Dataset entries

##########

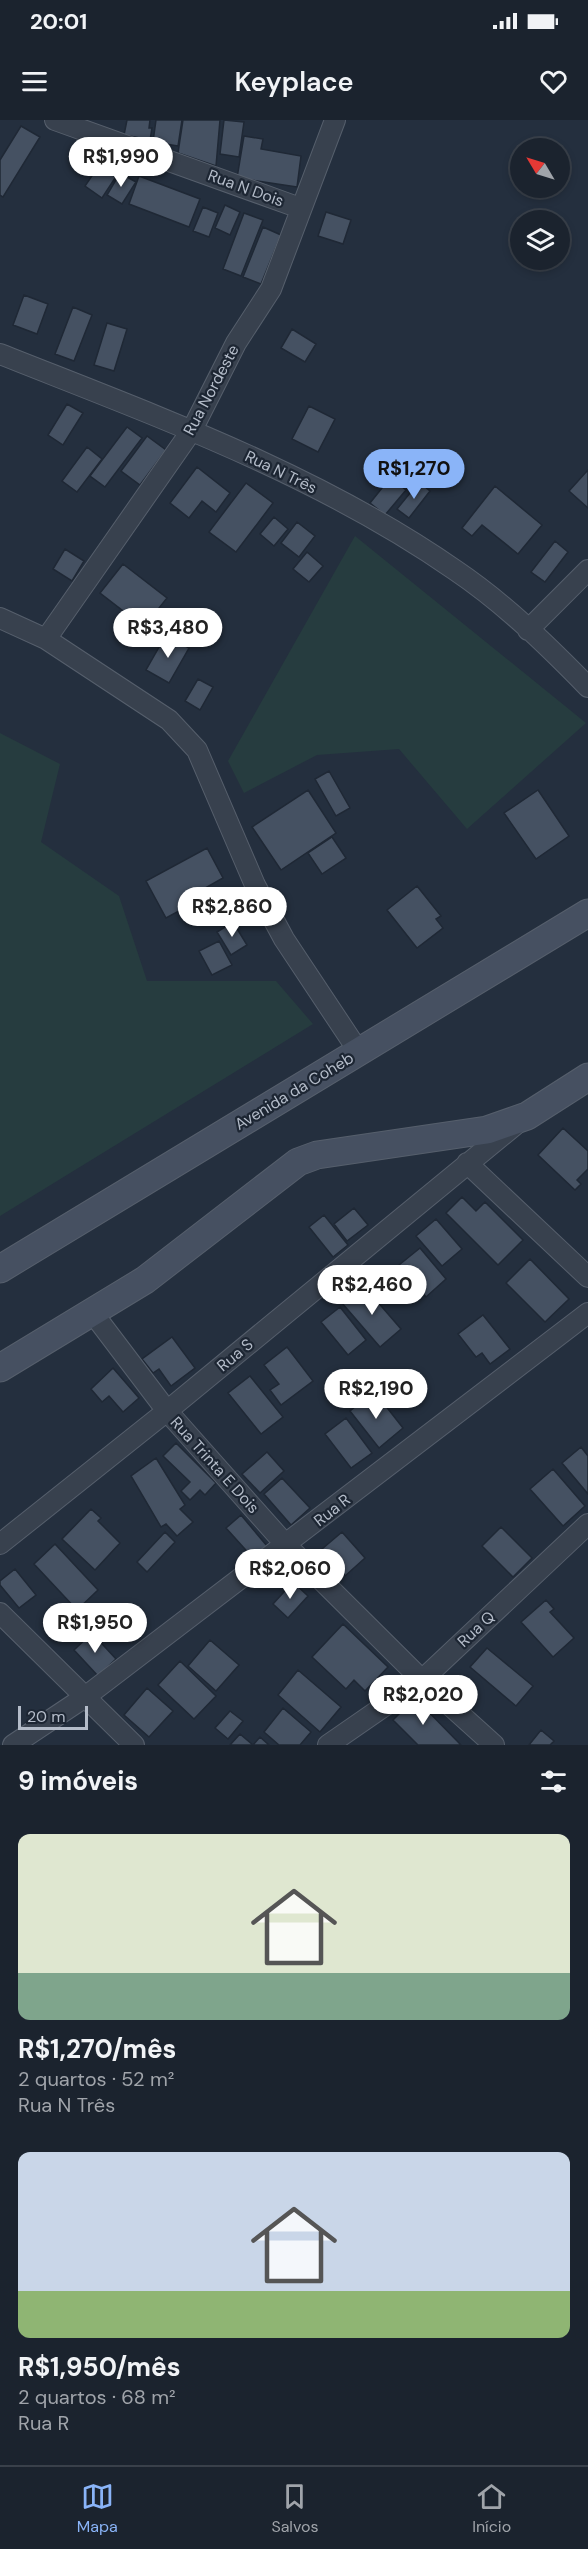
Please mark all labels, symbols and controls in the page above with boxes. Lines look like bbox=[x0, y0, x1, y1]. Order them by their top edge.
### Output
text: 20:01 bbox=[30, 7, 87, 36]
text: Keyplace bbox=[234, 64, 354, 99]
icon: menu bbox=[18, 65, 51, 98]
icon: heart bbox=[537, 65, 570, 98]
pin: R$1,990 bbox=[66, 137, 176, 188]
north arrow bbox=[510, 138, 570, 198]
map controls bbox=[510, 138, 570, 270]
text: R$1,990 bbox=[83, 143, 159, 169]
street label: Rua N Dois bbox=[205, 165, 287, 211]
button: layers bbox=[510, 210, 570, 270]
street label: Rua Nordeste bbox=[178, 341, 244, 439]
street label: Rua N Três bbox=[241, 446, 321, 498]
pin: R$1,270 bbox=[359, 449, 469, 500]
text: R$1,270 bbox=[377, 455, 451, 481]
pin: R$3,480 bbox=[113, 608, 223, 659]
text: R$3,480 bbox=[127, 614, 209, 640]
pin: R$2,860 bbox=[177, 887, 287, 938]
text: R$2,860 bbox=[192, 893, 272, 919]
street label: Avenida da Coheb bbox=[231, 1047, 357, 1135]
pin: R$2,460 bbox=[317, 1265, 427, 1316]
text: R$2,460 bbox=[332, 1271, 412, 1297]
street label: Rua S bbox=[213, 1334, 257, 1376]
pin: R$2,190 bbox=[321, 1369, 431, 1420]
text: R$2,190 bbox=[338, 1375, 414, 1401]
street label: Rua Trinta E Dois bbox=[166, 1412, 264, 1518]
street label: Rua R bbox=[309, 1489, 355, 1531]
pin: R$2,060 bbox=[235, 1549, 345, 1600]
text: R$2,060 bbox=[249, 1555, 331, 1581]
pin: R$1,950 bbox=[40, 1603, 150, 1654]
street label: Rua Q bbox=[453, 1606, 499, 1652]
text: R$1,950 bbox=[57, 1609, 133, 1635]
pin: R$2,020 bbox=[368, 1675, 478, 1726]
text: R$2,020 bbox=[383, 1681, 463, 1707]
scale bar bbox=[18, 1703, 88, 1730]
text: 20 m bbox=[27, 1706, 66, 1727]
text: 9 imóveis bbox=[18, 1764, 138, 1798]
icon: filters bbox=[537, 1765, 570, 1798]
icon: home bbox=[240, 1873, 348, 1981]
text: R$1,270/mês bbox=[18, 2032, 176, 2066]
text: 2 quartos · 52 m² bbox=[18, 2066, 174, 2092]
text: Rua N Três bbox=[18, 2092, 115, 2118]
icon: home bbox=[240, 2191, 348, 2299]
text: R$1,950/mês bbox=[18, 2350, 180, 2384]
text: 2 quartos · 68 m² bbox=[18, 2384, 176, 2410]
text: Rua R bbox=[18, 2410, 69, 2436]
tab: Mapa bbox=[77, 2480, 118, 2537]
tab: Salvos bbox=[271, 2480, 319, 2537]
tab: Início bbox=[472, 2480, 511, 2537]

##########

• Exercise aim: With the images omitted, output all entries exactly as given.

• Response to the task:
Please mark all labels, symbols and controls in the page above with boxes. Lines look like bbox=[x0, y0, x1, y1]. Order them by their top edge.
### Output
text: 20:01 bbox=[30, 7, 87, 36]
text: Keyplace bbox=[234, 64, 354, 99]
icon: menu bbox=[18, 65, 51, 98]
icon: heart bbox=[537, 65, 570, 98]
pin: R$1,990 bbox=[66, 137, 176, 188]
north arrow bbox=[510, 138, 570, 198]
map controls bbox=[510, 138, 570, 270]
text: R$1,990 bbox=[83, 143, 159, 169]
street label: Rua N Dois bbox=[205, 165, 287, 211]
button: layers bbox=[510, 210, 570, 270]
street label: Rua Nordeste bbox=[178, 341, 244, 439]
street label: Rua N Três bbox=[241, 446, 321, 498]
pin: R$1,270 bbox=[359, 449, 469, 500]
text: R$1,270 bbox=[377, 455, 451, 481]
pin: R$3,480 bbox=[113, 608, 223, 659]
text: R$3,480 bbox=[127, 614, 209, 640]
pin: R$2,860 bbox=[177, 887, 287, 938]
text: R$2,860 bbox=[192, 893, 272, 919]
street label: Avenida da Coheb bbox=[231, 1047, 357, 1135]
pin: R$2,460 bbox=[317, 1265, 427, 1316]
text: R$2,460 bbox=[332, 1271, 412, 1297]
street label: Rua S bbox=[213, 1334, 257, 1376]
pin: R$2,190 bbox=[321, 1369, 431, 1420]
text: R$2,190 bbox=[338, 1375, 414, 1401]
street label: Rua Trinta E Dois bbox=[166, 1412, 264, 1518]
street label: Rua R bbox=[309, 1489, 355, 1531]
pin: R$2,060 bbox=[235, 1549, 345, 1600]
text: R$2,060 bbox=[249, 1555, 331, 1581]
pin: R$1,950 bbox=[40, 1603, 150, 1654]
street label: Rua Q bbox=[453, 1606, 499, 1652]
text: R$1,950 bbox=[57, 1609, 133, 1635]
pin: R$2,020 bbox=[368, 1675, 478, 1726]
text: R$2,020 bbox=[383, 1681, 463, 1707]
scale bar bbox=[18, 1703, 88, 1730]
text: 20 m bbox=[27, 1706, 66, 1727]
text: 9 imóveis bbox=[18, 1764, 138, 1798]
icon: filters bbox=[537, 1765, 570, 1798]
icon: home bbox=[240, 1873, 348, 1981]
text: R$1,270/mês bbox=[18, 2032, 176, 2066]
text: 2 quartos · 52 m² bbox=[18, 2066, 174, 2092]
text: Rua N Três bbox=[18, 2092, 115, 2118]
icon: home bbox=[240, 2191, 348, 2299]
text: R$1,950/mês bbox=[18, 2350, 180, 2384]
text: 2 quartos · 68 m² bbox=[18, 2384, 176, 2410]
text: Rua R bbox=[18, 2410, 69, 2436]
tab: Mapa bbox=[77, 2480, 118, 2537]
tab: Salvos bbox=[271, 2480, 319, 2537]
tab: Início bbox=[472, 2480, 511, 2537]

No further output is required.